I think Hughes is right—we may think we need to be alone, but we get some kind of subconscious energy from strangers and from crowds, a complicating energy that produces ideas. They may not be our own ideas exactly, but they feel unfamiliar and therefore more original, at least to ourselves.
In one of the multiple group chats I’ve joined since the pandemic started (which some days account for my only social interaction outside of conversations with my husband), a writer asked, “When do you feel most free?” One of us answered, “When I’m traveling all day—like in the beforetimes, you know? 12 straight hours of airplanes and airports . . . obviously you lose a lot of freedom that way (where to sit, what to eat) but you also get to just sort of be a brain in a jar and read/listen to music for a million hours straight cuz there’s nothing else to do.” Another replied, “I was going to say: a delayed flight and Bloody Mary at an airport bar, half reading and half watching other passengers.”

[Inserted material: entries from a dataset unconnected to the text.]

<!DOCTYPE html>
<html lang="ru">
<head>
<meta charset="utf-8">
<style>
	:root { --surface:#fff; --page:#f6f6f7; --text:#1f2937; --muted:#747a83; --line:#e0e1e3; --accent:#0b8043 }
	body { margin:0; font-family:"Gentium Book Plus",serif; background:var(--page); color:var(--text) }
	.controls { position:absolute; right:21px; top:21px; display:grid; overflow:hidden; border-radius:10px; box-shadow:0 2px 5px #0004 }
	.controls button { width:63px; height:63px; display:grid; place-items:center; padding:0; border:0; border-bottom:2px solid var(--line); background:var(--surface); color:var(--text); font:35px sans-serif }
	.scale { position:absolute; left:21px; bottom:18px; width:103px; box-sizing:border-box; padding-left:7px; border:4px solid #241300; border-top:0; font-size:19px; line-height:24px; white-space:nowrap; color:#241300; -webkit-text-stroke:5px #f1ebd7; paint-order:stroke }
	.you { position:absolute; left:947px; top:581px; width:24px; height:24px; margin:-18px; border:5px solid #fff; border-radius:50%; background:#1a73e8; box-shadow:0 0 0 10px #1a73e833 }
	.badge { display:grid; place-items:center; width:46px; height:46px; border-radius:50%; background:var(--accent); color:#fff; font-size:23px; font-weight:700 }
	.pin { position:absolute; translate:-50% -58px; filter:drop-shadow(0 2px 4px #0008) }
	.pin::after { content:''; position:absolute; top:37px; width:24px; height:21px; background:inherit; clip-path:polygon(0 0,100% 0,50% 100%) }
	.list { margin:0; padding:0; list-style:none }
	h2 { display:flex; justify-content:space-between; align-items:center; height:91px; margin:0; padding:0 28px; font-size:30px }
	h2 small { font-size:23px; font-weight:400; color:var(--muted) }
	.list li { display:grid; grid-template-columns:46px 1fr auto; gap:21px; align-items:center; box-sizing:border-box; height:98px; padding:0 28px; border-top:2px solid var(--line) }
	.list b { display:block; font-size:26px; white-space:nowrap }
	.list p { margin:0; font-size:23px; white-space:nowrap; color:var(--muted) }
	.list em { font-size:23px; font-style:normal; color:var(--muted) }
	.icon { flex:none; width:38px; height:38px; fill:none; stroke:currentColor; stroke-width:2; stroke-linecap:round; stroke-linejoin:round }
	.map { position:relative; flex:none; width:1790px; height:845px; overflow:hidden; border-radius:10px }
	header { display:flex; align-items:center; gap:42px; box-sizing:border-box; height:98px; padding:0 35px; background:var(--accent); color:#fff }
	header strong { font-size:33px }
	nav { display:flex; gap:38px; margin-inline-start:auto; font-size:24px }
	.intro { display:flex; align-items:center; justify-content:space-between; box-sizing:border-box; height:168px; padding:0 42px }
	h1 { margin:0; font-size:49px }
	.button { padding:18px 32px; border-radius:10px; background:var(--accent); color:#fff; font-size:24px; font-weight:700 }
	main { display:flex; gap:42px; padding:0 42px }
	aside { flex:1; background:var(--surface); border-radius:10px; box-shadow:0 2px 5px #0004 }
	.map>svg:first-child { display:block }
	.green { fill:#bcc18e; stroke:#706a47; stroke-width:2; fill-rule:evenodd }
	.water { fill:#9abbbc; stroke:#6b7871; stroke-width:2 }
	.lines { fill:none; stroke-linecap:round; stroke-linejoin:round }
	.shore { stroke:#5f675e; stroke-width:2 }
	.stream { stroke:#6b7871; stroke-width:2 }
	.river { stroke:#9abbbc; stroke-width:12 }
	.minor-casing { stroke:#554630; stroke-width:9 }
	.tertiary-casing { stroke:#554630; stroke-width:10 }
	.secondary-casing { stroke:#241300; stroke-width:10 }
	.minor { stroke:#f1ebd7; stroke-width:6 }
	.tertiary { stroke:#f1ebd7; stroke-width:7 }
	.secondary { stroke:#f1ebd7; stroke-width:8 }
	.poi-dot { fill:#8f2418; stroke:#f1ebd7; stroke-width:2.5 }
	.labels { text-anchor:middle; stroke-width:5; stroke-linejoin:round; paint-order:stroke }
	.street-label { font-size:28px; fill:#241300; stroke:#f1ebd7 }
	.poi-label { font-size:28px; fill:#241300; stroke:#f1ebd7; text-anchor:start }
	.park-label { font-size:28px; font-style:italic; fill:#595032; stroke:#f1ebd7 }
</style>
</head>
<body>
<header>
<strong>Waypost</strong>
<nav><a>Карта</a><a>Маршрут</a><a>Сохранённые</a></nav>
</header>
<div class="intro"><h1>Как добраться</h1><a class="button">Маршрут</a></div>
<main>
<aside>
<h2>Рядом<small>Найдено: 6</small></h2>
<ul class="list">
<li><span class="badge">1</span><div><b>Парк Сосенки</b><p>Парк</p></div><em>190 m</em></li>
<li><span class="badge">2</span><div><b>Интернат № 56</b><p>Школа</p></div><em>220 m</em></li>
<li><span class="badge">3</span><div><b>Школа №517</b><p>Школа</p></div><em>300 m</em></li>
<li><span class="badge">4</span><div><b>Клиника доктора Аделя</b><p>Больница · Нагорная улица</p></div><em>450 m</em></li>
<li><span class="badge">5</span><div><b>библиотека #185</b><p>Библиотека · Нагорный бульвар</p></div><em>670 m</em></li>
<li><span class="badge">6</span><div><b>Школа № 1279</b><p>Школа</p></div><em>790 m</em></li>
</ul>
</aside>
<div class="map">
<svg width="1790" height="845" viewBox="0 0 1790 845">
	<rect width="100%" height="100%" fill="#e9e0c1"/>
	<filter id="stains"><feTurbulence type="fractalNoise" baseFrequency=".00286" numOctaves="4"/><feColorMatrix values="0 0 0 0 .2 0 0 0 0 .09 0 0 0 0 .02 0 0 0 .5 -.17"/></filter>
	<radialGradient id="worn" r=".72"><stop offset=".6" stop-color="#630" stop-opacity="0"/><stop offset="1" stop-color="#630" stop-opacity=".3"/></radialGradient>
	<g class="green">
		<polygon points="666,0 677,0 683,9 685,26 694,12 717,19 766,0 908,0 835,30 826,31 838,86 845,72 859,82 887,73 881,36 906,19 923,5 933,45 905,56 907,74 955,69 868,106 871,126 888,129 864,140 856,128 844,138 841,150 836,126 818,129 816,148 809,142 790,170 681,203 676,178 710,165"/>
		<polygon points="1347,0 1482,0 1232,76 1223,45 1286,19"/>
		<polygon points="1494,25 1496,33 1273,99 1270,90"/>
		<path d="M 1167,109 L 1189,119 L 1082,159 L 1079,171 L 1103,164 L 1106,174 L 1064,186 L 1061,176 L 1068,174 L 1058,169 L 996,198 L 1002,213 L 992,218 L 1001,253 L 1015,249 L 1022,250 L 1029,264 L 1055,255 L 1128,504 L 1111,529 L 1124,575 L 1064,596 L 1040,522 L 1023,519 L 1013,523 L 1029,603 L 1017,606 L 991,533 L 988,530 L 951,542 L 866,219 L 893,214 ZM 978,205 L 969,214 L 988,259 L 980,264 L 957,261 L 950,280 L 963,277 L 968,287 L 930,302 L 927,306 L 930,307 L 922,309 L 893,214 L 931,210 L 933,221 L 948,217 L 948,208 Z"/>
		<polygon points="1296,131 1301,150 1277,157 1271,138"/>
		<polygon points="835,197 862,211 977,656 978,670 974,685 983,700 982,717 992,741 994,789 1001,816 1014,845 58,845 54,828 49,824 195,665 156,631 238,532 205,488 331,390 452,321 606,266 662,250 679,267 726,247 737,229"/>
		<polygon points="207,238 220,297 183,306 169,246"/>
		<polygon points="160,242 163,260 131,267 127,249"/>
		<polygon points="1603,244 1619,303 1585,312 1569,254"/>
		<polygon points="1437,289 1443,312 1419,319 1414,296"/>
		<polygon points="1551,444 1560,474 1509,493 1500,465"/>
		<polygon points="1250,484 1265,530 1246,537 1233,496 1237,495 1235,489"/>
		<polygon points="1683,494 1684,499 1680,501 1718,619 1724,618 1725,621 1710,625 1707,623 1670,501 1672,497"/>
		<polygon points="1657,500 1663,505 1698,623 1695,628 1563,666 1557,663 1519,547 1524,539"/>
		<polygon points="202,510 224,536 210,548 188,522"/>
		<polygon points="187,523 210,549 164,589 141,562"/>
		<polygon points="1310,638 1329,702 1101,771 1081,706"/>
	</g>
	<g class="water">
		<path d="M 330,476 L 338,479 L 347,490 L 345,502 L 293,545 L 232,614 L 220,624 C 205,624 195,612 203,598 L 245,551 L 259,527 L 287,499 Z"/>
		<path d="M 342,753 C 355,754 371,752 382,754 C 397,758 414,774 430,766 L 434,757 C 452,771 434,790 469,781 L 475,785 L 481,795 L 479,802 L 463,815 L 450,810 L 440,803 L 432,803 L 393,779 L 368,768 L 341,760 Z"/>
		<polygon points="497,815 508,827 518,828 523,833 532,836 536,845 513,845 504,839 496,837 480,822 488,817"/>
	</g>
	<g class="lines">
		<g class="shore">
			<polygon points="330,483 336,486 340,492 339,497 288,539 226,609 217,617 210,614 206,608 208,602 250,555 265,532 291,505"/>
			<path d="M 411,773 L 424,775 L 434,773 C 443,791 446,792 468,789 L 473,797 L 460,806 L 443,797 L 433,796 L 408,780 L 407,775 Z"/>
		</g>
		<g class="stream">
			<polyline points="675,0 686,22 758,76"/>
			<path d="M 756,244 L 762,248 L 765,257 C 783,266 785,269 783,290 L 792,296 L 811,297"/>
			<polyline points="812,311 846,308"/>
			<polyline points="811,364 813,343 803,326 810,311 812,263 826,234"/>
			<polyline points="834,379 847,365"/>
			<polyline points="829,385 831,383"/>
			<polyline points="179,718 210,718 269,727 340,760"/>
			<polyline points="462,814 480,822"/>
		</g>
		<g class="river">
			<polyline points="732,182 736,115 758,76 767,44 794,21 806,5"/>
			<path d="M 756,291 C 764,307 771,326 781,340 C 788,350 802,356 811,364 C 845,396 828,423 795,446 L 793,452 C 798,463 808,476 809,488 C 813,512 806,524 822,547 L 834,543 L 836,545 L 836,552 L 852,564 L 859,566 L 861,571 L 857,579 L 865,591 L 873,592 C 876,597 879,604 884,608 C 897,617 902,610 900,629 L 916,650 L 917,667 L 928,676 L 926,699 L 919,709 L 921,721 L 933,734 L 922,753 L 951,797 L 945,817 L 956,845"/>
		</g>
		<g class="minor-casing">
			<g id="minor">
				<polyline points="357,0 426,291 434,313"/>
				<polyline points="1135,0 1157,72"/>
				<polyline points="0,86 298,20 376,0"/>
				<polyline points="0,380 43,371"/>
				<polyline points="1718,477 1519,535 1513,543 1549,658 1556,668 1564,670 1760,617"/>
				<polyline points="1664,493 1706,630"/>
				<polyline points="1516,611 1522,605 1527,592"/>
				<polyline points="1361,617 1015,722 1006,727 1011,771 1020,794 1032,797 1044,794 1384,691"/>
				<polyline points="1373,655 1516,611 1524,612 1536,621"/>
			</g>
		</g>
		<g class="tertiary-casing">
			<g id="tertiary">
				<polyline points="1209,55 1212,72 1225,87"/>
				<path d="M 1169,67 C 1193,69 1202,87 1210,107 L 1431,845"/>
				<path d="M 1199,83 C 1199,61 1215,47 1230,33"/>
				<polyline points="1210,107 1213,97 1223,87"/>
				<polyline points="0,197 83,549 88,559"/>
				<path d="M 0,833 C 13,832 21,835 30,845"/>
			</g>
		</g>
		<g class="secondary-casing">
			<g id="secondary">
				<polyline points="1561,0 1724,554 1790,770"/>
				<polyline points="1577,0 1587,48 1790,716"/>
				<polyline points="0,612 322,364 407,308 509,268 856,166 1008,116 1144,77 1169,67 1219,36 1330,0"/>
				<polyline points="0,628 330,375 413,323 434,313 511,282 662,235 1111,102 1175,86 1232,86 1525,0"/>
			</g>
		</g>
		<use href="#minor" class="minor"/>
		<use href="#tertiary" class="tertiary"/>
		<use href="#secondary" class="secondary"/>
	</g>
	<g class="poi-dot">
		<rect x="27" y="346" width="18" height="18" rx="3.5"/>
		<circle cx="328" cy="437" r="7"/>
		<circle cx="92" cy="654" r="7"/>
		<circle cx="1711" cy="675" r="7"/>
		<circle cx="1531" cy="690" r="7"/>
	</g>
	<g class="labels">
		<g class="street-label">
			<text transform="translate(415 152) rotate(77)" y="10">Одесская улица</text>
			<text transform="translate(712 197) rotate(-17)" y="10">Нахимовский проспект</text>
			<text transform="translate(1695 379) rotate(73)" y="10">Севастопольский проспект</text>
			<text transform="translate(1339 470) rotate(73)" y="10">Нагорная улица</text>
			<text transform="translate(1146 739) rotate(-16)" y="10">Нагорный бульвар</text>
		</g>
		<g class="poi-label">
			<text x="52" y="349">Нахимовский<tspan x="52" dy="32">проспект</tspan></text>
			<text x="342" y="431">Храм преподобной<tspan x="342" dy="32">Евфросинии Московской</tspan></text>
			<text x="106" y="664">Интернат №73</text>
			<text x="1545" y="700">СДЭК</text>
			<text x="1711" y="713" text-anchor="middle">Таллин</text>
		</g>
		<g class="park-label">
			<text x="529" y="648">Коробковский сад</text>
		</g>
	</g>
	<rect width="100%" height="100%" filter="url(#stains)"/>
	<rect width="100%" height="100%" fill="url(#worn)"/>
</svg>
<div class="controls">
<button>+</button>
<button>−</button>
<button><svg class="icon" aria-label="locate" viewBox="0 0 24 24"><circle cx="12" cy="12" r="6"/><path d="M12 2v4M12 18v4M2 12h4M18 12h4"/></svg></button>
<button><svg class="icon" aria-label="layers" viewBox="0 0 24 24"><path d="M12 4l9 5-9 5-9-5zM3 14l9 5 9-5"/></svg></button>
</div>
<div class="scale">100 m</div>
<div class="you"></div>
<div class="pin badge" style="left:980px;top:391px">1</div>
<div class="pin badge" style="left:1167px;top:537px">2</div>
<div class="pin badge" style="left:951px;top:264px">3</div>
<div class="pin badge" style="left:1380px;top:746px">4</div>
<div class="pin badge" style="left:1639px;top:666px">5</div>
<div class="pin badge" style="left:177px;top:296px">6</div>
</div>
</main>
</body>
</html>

I have not missed flying, exactly, but several months ago I read a book with a scene in a train station and felt a desperate longing to be in that scene—to have some time to kill, to drink a glass of champagne in a transit bar, alone but not alone. Why is that setting so conducive to thinking? Those are the interludes when I write in my notebook, when my mind is most alive.
The year dragged on. When it wasn’t too hot and the air quality wasn’t too dangerous—drought, wildfires, and industrial air pollution now make Denver one of the ten worst U.S. cities to breathe in—I’d go for long walks through nearby neighborhoods. I thought of these as my constitutionals, my old-timey self-care. Denverites, always extravagant with outdoor seasonal décor, were even more so in 2020, and I watched the yard decorations change behind the Black Lives Matter signs, from lingering Christmas lights to Halloween fantasias (giant animatronic spiders, lots of fake graveyards), to Christmas again, starting earlier this time.
Often on these walks, I would pass a mixed-use complex, still under construction, with apartments on the upper floors and retail space below. It sat half-completed all year; a CVS and a coffee shop were open, but most of the other storefronts were empty, some without flooring. (I called all of these “the dirt store” in my head.) They looked like ruins from another era, as if I were a tourist in an ancient city. But when I saw people in the café, eating and chatting normally, it felt more like they were alive and I was dead, like Emily in Our Town. They felt far away.
“This isn’t life,” I heard someone say early in lockdown—a maddening remark, since dying on a ventilator isn’t life, either. But I think I know what they meant—that the sameness every day, the lack of new faces, was like dreamless sleep, like lost time, not experienced life. Commuting is life, with the strangers on the train. Covent Garden is life.
It was early winter when people I know started getting vaccinated. There were signs of spring (crocus buds in melting snow) when my parents received theirs. As I write this, I’m between my first and second shots. I miss everyone I know and don’t know. Yet I’ve caught myself fearing that things will go back to normal too soon, and I won’t be ready. Why would I fear that, when I hate this way of living? I can’t explain it. My soul is glitching.